Blockchain: Understanding basics - part 1

Blockchain: Understanding basics - part 1

In this article let's try to demystify and understand the basics of the blockchain infrastructure and see how it contributes to the web3 ecosystem.

What is a blockchain?

Basically, blockchain is a Data Structure. Very similar to other data structures like databases (rows, columns, tables), text files, CSV, images, lists, and so on. Blockchain competes most closely with a database.

For an analogy, let's visualize blockchain as pages in a book
Chain = Book
Block = Page
Blocks in Chain = Pages in Book
Each page in a book contains:

  • text: content/story

  • information about the page: chapter number/title, page number

Similarly in a blockchain block, each block has:

  • contents of the block: Transaction details in cryptocurrency, or any data which we prefer to store

  • header: Metadata - data about the block. Some sort of technical info about the block, a reference to the previous block, and a fingerprint (hash) of the data for the current block

In blockchains, each block references the previous block by a computed hash value called the block’s fingerprint. The fingerprint is computed based on the contents of the block.

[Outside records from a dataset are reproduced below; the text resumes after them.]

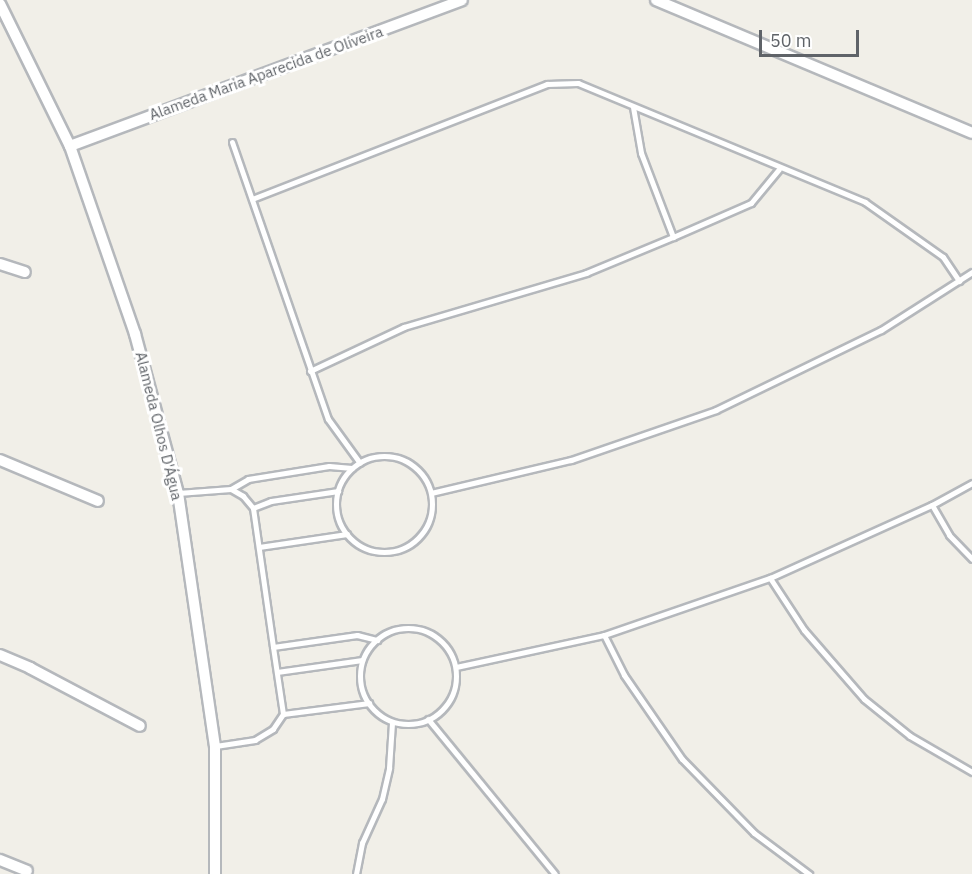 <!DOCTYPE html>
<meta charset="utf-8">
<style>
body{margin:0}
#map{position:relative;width:972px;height:874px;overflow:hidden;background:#f1efe8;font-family:"IBM Plex Sans",sans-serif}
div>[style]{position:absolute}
.roads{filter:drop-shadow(2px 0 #b5b8bc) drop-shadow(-2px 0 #b5b8bc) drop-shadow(0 2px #b5b8bc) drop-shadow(0 -2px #b5b8bc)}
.service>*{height:5px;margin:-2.5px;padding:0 2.5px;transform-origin:2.5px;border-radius:2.5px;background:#fff}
.service>.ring{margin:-2.5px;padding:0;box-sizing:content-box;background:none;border:5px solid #fff;border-radius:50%}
.minor>*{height:10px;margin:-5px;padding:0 5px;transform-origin:5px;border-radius:5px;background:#fff}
span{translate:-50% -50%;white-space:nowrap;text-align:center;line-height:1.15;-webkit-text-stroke:6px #fff;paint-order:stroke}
.street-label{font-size:15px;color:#5f6368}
.scale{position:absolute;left:759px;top:30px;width:100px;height:27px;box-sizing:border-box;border:3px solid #5f6368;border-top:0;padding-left:8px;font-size:18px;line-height:21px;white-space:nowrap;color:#5f6368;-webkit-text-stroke:4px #fff;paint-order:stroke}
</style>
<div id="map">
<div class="roads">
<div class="service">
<div style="left:633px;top:107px;width:47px;rotate:80.1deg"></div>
<div style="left:641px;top:153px;width:90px;rotate:69.1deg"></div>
<div style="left:232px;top:142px;width:293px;rotate:70.9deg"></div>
<div style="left:328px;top:419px;width:54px;rotate:54deg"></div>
<div style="left:252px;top:199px;width:317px;rotate:-21.3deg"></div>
<div style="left:547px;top:84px;width:31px;rotate:-2deg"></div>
<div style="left:578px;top:83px;width:311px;rotate:22.5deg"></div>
<div style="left:865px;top:202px;width:95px;rotate:35.2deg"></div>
<div style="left:943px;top:257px;width:29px;rotate:56deg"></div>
<div style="left:310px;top:371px;width:104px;rotate:-25.1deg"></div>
<div style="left:404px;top:327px;width:190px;rotate:-16.5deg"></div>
<div style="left:586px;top:273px;width:94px;rotate:-22.5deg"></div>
<div style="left:673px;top:237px;width:85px;rotate:-23.6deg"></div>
<div style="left:751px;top:203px;width:44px;rotate:-50.5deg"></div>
<div class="ring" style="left:336px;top:456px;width:91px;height:91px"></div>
<div style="left:231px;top:489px;width:20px;rotate:-30deg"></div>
<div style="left:248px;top:479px;width:82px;rotate:-9.1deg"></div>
<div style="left:329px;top:466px;width:23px;rotate:5deg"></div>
<div style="left:178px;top:493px;width:53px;rotate:-4.3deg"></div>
<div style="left:231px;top:489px;width:14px;rotate:30deg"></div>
<div style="left:243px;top:496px;width:16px;rotate:50deg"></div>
<div style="left:253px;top:508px;width:140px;rotate:81.8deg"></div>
<div style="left:273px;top:647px;width:68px;rotate:81.5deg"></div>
<div style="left:283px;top:714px;width:18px;rotate:124deg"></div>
<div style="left:273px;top:729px;width:21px;rotate:149deg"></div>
<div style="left:255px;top:740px;width:40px;rotate:171.5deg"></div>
<div style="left:431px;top:493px;width:144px;rotate:-13.3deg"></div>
<div style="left:571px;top:460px;width:153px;rotate:-19deg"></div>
<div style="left:716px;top:410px;width:183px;rotate:-25.9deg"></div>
<div style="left:881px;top:330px;width:108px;rotate:-32.5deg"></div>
<div style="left:932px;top:505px;width:34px;rotate:60deg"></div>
<div style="left:949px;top:535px;width:33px;rotate:46deg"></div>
<div style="left:253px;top:508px;width:19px;rotate:-21deg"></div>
<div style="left:271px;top:501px;width:68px;rotate:-8.5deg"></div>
<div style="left:259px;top:547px;width:89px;rotate:-8.4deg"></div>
<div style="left:770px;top:578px;width:62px;rotate:56.8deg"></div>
<div style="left:804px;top:630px;width:91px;rotate:49deg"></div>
<div style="left:864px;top:699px;width:59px;rotate:38.8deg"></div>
<div style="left:910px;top:736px;width:72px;rotate:30.1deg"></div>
<div class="ring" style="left:360px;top:628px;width:91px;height:91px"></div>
<div style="left:604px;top:635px;width:45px;rotate:63.4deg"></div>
<div style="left:624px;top:675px;width:102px;rotate:55.4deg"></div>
<div style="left:682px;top:759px;width:103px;rotate:45.8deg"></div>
<div style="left:754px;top:833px;width:69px;rotate:36.7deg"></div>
<div style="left:273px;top:647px;width:85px;rotate:-8.1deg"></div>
<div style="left:357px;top:635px;width:21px;rotate:14deg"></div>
<div style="left:456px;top:667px;width:151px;rotate:-12.2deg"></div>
<div style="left:604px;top:635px;width:176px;rotate:-19deg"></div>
<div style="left:770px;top:578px;width:178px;rotate:-24.3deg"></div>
<div style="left:932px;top:505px;width:46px;rotate:-28.8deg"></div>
<div style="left:277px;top:672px;width:86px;rotate:-8deg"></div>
<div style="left:283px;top:714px;width:87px;rotate:-7.3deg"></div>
<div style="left:428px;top:719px;width:200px;rotate:50.7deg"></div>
<div style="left:356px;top:874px;width:32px;rotate:-79deg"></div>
<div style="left:362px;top:843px;width:48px;rotate:-65.6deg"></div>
<div style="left:382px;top:799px;width:32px;rotate:-77deg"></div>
<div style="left:389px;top:768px;width:45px;rotate:-86.2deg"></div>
</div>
<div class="minor">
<div style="left:656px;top:0;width:343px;rotate:22.8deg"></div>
<div style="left:0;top:4px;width:158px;rotate:63.8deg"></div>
<div style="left:70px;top:146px;width:199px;rotate:70.9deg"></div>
<div style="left:135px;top:334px;width:165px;rotate:74.9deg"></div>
<div style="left:178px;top:493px;width:256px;rotate:81.7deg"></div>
<div style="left:215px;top:746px;width:128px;rotate:90deg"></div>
<div style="left:70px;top:146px;width:418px;rotate:-20.4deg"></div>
<div style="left:0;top:264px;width:26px;rotate:18deg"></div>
<div style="left:0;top:460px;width:106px;rotate:22.7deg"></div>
<div style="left:0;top:655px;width:33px;rotate:23deg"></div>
<div style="left:30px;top:668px;width:124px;rotate:27.8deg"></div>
<div style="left:0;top:860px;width:29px;rotate:22deg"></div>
</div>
</div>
<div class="street-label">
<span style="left:266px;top:73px;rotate:-20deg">Alameda Maria Aparecida de Oliveira</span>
<span style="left:159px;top:426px;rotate:76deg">Alameda Olhos D'Água</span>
</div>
<div class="scale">50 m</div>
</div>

The concept of maintaining a reference to the previous blocks can be visualized as a linked list structure. In the linked list each node holds a reference to the next node, whereas in the blockchain each block holds a reference to the previous block.

books_and_blocks

This creates the fancy structure called the blockchain!


The fingerprint in each block is responsible for taking care of the consistency and validity of the data. If someone tries to meddle with any of the data, they have to end up regenerating all the fingerprints from that point forwards and the blockchain will look different. This is basically impossible as the process of creating fingerprints is difficult and slow. Therefore, if someone wants to re-write parts of the blockchain, it will take them a long time, and they have to catch up with and overtake the rest of the honest network. Which is not feasible.

Hence the blockchain is called immutable (as it cannot be changed).

The below image shows the inside of a blockchain block: the fingerprints are unique to the block’s contents.

block-chain-inside


Data Distribution

There are two ways of distributing data in a network: Client-Server and Peer to peer. Blockchain is built on top of the peer-to-peer model.

peer-to-peer and client-server

Client-server
This is a traditional approach where the server holds 100% of the data, and the clients connect via required protocols to access/consume the data.

Peer-to-peer
In peer-to-peer models, each peer has 100% of the data (or as close to it as possible), and updates are shared around. This is less efficient than client-server, as data is replicated many times. However, it's more robust as there is no central server that can be controlled, so closing down peer-to-peer networks is harder.

But on the contrary, the peer-to-peer model comes with its downsides. In the real world each peer on the network is gonna process and update at its own speed and latency and end up having varied states at a given timestamp. Deciding on which peer holds the valid data and which peer has stale or tampered data is ambiguous.

This conflict is resolved by a rule called the “longest chain rule” - If you see multiple blocks, treat the longest chain as legitimate. We can discuss in-depth on this conflict resolution and consensus in a separate article.


Conclusion

Blockchain is not something that is associated with only Bitcoin. Ethereum is a great variant of blockchain with smart contracts. There are significant challenges involved.
On the other hand, private or internally distributed ledgers and blockchains can be deployed to solve a wide range of problems and use cases.